**DATA SECTION:**
************
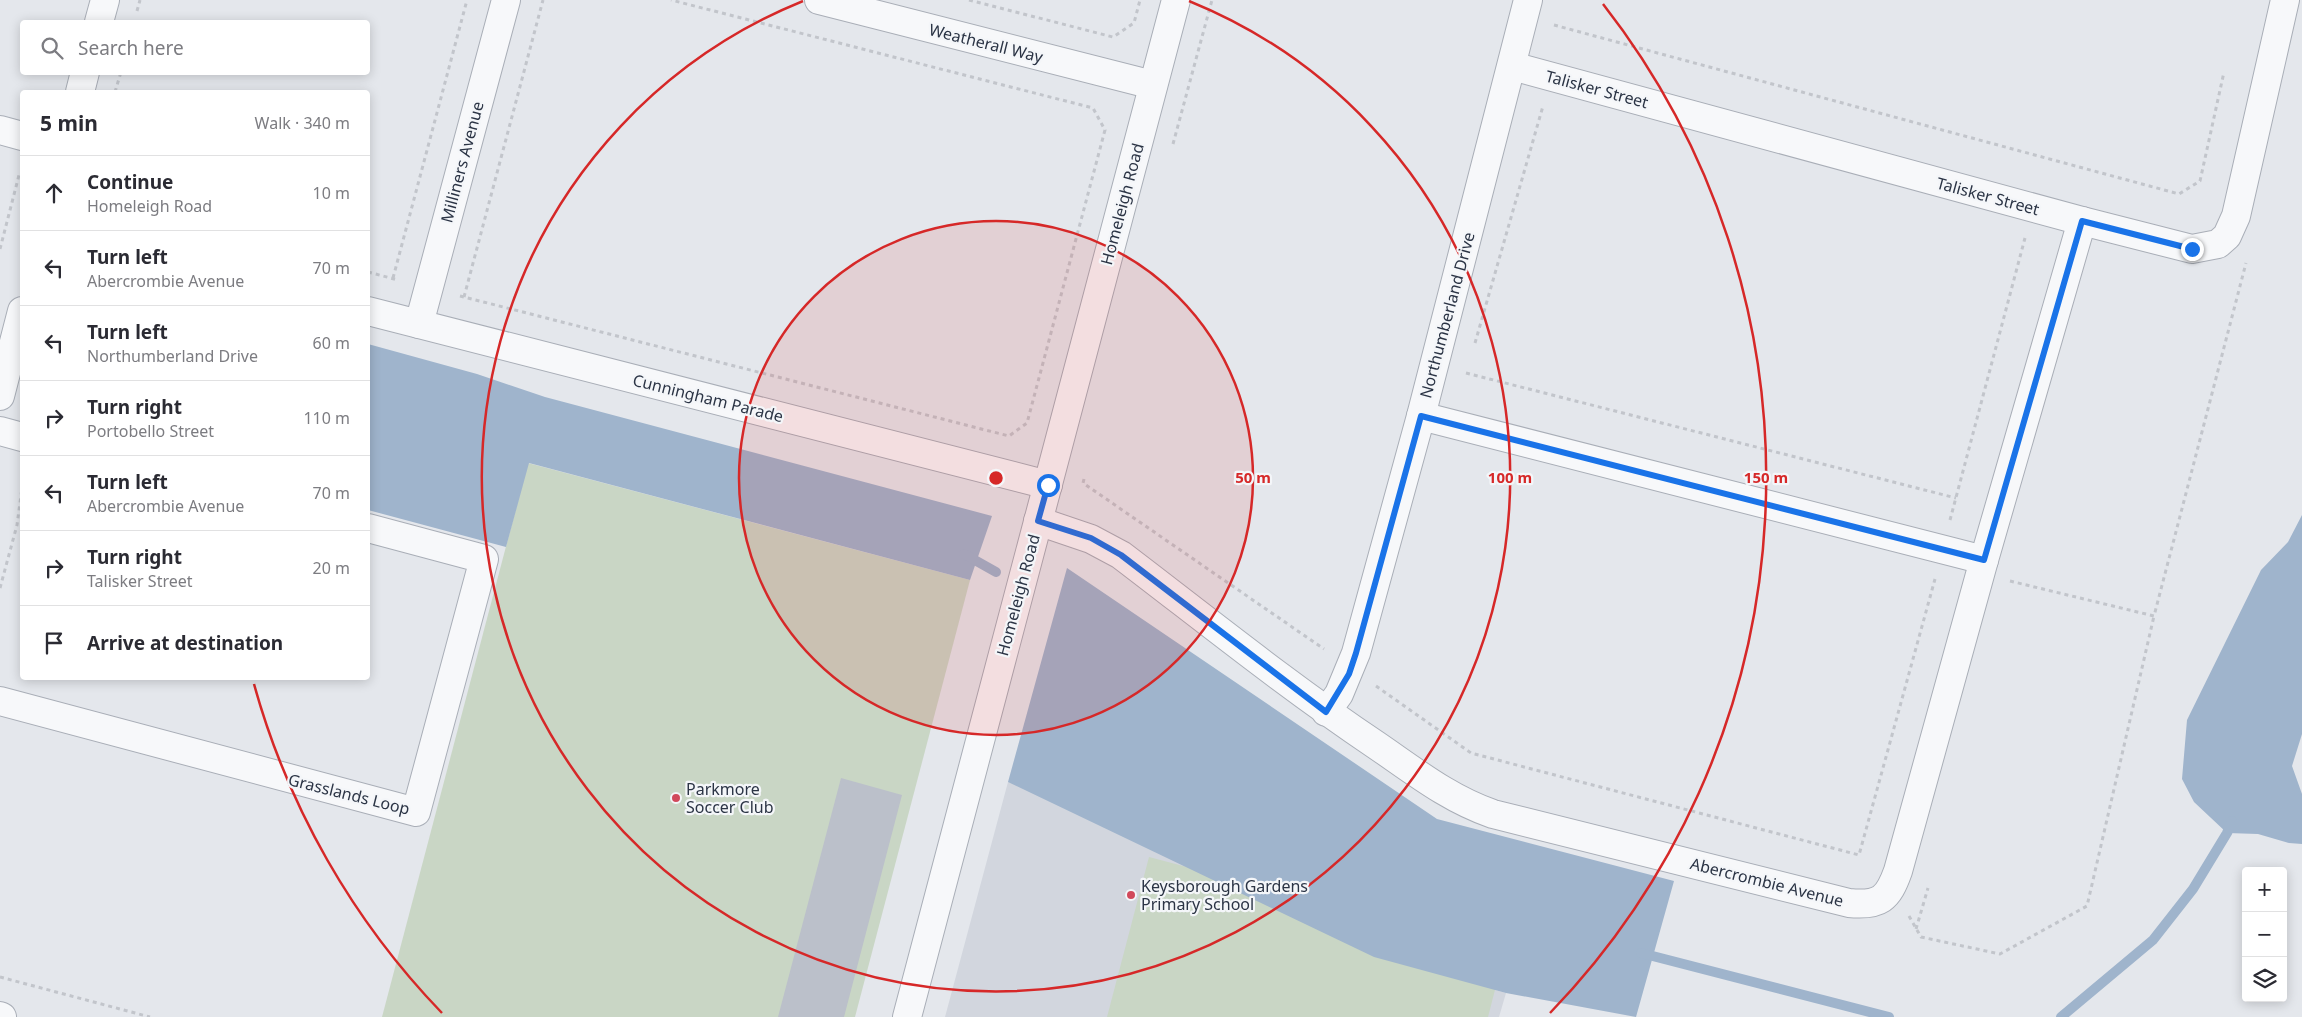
<!DOCTYPE html>
<meta charset="utf-8">
<style>
body{margin:0;font-family:"Noto Sans",sans-serif;background:#f7f7f7;color:#2b2b33}
.controls{position:absolute;right:15px;bottom:15px;display:grid;overflow:hidden;border-radius:5px;box-shadow:0 2px 12px #0003}
.controls button{width:45px;height:45px;display:grid;place-items:center;padding:0;border:0;border-bottom:1px solid #e1e1e2;background:#fff;color:#2b2b33;font:25px sans-serif}
.stop{position:absolute;width:15px;height:15px;margin:-11px;border:4px solid #1a73e8;border-radius:50%;background:#fff}
.stop.end{background:#1a73e8;border-color:#fff;box-shadow:0 1px 5px #0008}
.list{margin:0;padding:0;list-style:none}
h2{display:flex;justify-content:space-between;align-items:center;height:65px;margin:0;padding:0 20px;font-size:21px}
h2 small{font-size:16px;font-weight:400;color:#7c7c81}
.list li{display:grid;grid-template-columns:32px 1fr auto;gap:15px;align-items:center;box-sizing:border-box;height:75px;padding:0 20px;border-top:1px solid #e1e1e2}
.list b{display:block;font-size:19px;white-space:nowrap}
.list p{margin:0;font-size:16px;white-space:nowrap;color:#7c7c81}
.list em{font-size:16px;font-style:normal;color:#7c7c81}
.icon{flex:none;width:28px;height:28px;fill:none;stroke:currentColor;stroke-width:2;stroke-linecap:round;stroke-linejoin:round}
.map{position:relative;flex:none;width:2302px;height:1017px;overflow:hidden}
.search{position:absolute;background:#fff;box-shadow:0 2px 12px #0003;left:20px;top:20px;width:350px;height:55px;display:flex;align-items:center;gap:12px;box-sizing:border-box;padding:0 18px;border-radius:5px;color:#7c7c81;font-size:19px}
.panel{position:absolute;background:#fff;box-shadow:0 2px 12px #0003;left:20px;top:90px;width:350px;height:590px;border-radius:5px}
.map>svg:first-child{display:block}
.built{fill:#d2d6de}
.green{fill:#c9d6c5}
.water{fill:#9fb4cc}
.lines{fill:none;stroke-linecap:round;stroke-linejoin:round}
.stream{stroke:#9fb4cc;stroke-width:10}
.building{fill:#bbc0ca}
.minor-casing{stroke:#a9aeb7;stroke-width:30}
.path{stroke:#c2c5cb;stroke-width:3;stroke-dasharray:4 4;stroke-linecap:butt}
.minor{stroke:#f7f8fa;stroke-width:28}
.route{stroke:#1a73e8;stroke-width:6}
.ring{fill:none;stroke:#d62828;stroke-width:2.5}
.poi-dot{fill:#d1495b;stroke:#f4f6f9;stroke-width:2}
.labels{text-anchor:middle;dominant-baseline:central;stroke-width:4.5;stroke-linejoin:round;paint-order:stroke}
.street-label{font-size:16px;fill:#2b3445;stroke:#f4f6f9}
.poi-label{font-size:16px;fill:#2b3445;stroke:#f4f6f9;text-anchor:start}
.centre{fill:#d62828;stroke:#f4f6f9;stroke-width:2.5}
.ring-label{font-size:15px;text-anchor:middle;font-weight:bold;fill:#d62828;stroke:#f4f6f9;stroke-width:4.5;stroke-linejoin:round;paint-order:stroke}
</style>
<div class="map">
<svg width="2302" height="1017" viewBox="0 0 2302 1017">
<rect width="100%" height="100%" fill="#e4e7ec"/>
<!-- built -->
<polygon class="built" points="1008,782 1195,833 1374,957 1506,993 1499,1017 945,1017"/>
<!-- green -->
<g class="green">
<polygon points="528,463 970,580 855,1017 382,1017"/>
<polygon points="1149,857 1505,951 1488,1017 1107,1017"/>
</g>
<!-- water -->
<g class="water">
<polygon points="368,344 477,374 545,397 992,516 970,580 529,463 506,547 368,510"/>
<polygon points="2302,515 2302,734 2292,766 2302,794 2302,844 2289,843 2258,834 2227,833 2194,802 2182,779 2187,720 2261,570 2288,542"/>
<polygon points="1067,568 1437,819 1674,881 1636,1017 1506,993 1374,957 1008,782"/>
</g>
<g class="lines">
<!-- stream -->
<g class="stream">
<polyline points="964,554 996,572"/>
<polyline points="1641,953 1889,1017"/>
<polyline points="2061,1017 2153,940 2193,889 2227,833 2232,821"/>
</g>
</g>
<!-- building -->
<polygon class="building" points="841,778 902,795 844,1017 778,1017"/>
<g class="lines">
<!-- minor casing -->
<g class="minor-casing">
<g id="minor">
<polyline points="819,0 1153,85"/>
<polyline points="99,22 105,0"/>
<polyline points="1512,66 2082,221 2192,249 2218,244 2227,236 2236,216 2285,0"/>
<polyline points="80,92 85,72"/>
<polyline points="0,130 22,136"/>
<polyline points="368,311 1048,485"/>
<polyline points="419,324 506,0"/>
<polyline points="0,396 22,311"/>
<polyline points="1421,416 1984,560"/>
<polyline points="0,431 22,437"/>
<path d="M1038,521L1091,539L1121,555C1205,619 1288,686 1376,745C1414,771 1449,799 1493,814L1849,903C1880,906 1888,899 1898,871L1984,560L2082,221"/>
<polyline points="0,701 416,812 484,559 368,528"/>
<polyline points="1326,712 1339,694 1356,653 1421,416 1528,0"/>
<polyline points="0,1016 2,1017"/>
<polyline points="907,1017 1176,0"/>
</g>
</g>
<!-- path -->
<g class="path">
<polyline points="969,0 1113,37 1134,23 1140,0"/>
<polyline points="137,11 140,0"/>
<polyline points="1554,25 2179,194 2200,181 2224,72"/>
<polyline points="115,92 121,72"/>
<polyline points="1173,144 1212,0"/>
<polyline points="0,249 19,175"/>
<polyline points="368,272 398,280"/>
<polyline points="393,278 467,0"/>
<polyline points="460,296 1009,436 1027,423 1105,130 1093,108 671,0"/>
<polyline points="464,297 543,0"/>
<polyline points="1475,343 1543,106"/>
<polyline points="1466,373 1956,498"/>
<polyline points="1084,479 1083,483 1324,649"/>
<polyline points="1950,520 2025,238"/>
<polyline points="2010,581 2154,616 2246,263"/>
<polyline points="0,588 17,525 22,488"/>
<polyline points="1376,686 1471,753 1859,855 1935,579"/>
<polyline points="1909,916 1921,937 2000,954 2087,906 2154,616"/>
<polyline points="1916,929 1928,888"/>
<polyline points="0,977 150,1017"/>
</g>
<!-- minor -->
<use href="#minor" class="minor"/>
</g>
<g class="lines">
<!-- route -->
<polyline class="route" points="1048,485 1038,521 1091,538 1121,555 1326,712 1349,674 1356,653 1421,416 1984,560 2082,221 2192,249"/>
</g>
<!-- distance rings -->
<circle cx="996" cy="478" r="257" fill="#d62828" fill-opacity=".12"/>
<g class="ring">
<circle cx="996" cy="478" r="257"/>
<path d="M1189 1A514 514 0 1 1 803 1"/>
<path d="M442 1013A770 770 0 0 1 254 684M1603 4A770 770 0 0 1 1550 1013"/>
</g>
<!-- markers -->
<g class="poi-dot">
<circle cx="676" cy="798" r="5"/>
<circle cx="1131" cy="895" r="5"/>
</g>
<g class="labels">
<!-- street labels -->
<g class="street-label">
<text transform="translate(986 43) rotate(14)">Weatherall Way</text>
<text transform="translate(1597 89) rotate(15)">Talisker Street</text>
<text transform="translate(462 162) rotate(-75)">Milliners Avenue</text>
<text transform="translate(1988 196) rotate(15)">Talisker Street</text>
<text transform="translate(1122 204) rotate(-75)">Homeleigh Road</text>
<text transform="translate(1447 315) rotate(-75)">Northumberland Drive</text>
<text transform="translate(708 398) rotate(14)">Cunningham Parade</text>
<text transform="translate(1018 595) rotate(-75)">Homeleigh Road</text>
<text transform="translate(349 794) rotate(14)">Grasslands Loop</text>
<text transform="translate(1767 882) rotate(14)">Abercrombie Avenue</text>
</g>
<!-- poi labels -->
<g class="poi-label">
<text x="686" y="789">Parkmore<tspan x="686" dy="18">Soccer Club</tspan></text>
<text x="1141" y="886">Keysborough Gardens<tspan x="1141" dy="18">Primary School</tspan></text>
</g>
</g>
<circle cx="996" cy="478" r="8" class="centre"/>
<g class="ring-label">
<text x="1253" y="483">50 m</text>
<text x="1510" y="483">100 m</text>
<text x="1766" y="483">150 m</text>
</g>
</svg>
<div class="controls">
<button>+</button>
<button>−</button>
<button><svg class="icon" aria-label="layers" viewBox="0 0 24 24"><path d="M12 4l9 5-9 5-9-5zM3 14l9 5 9-5"/></svg></button>
</div>
<div class="stop" style="left:1048px;top:485px"></div>
<div class="stop end" style="left:2192px;top:249px"></div>
<div class="search"><svg class="icon" aria-label="search" viewBox="0 0 24 24"><circle cx="10" cy="10" r="6"/><path d="M15 15l6 6"/></svg>Search here</div>
<section class="panel">
<h2>5 min<small>Walk · 340 m</small></h2>
<ul class="list">
<li><svg class="icon" aria-label="ahead" viewBox="0 0 24 24"><path d="M12 20V5M6 11l6-6 6 6"/></svg><div><b>Continue</b><p>Homeleigh Road</p></div><em>10 m</em></li>
<li><svg class="icon" aria-label="left" viewBox="0 0 24 24"><path d="M17 20v-9H6M10 6l-5 5 5 5"/></svg><div><b>Turn left</b><p>Abercrombie Avenue</p></div><em>70 m</em></li>
<li><svg class="icon" aria-label="left" viewBox="0 0 24 24"><path d="M17 20v-9H6M10 6l-5 5 5 5"/></svg><div><b>Turn left</b><p>Northumberland Drive</p></div><em>60 m</em></li>
<li><svg class="icon" aria-label="right" viewBox="0 0 24 24"><path d="M7 20v-9h11M14 6l5 5-5 5"/></svg><div><b>Turn right</b><p>Portobello Street</p></div><em>110 m</em></li>
<li><svg class="icon" aria-label="left" viewBox="0 0 24 24"><path d="M17 20v-9H6M10 6l-5 5 5 5"/></svg><div><b>Turn left</b><p>Abercrombie Avenue</p></div><em>70 m</em></li>
<li><svg class="icon" aria-label="right" viewBox="0 0 24 24"><path d="M7 20v-9h11M14 6l5 5-5 5"/></svg><div><b>Turn right</b><p>Talisker Street</p></div><em>20 m</em></li>
<li><svg class="icon" aria-label="arrive" viewBox="0 0 24 24"><path d="M6 21V4h12l-3 4 3 4H6"/></svg><div><b>Arrive at destination</b></div></li>
</ul>
</section>
</div>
************
**TASK BRIEF:** Each line in the data above either holds "building" or does not. State how many do, as a bare number.

**ANSWER SECTION:** 3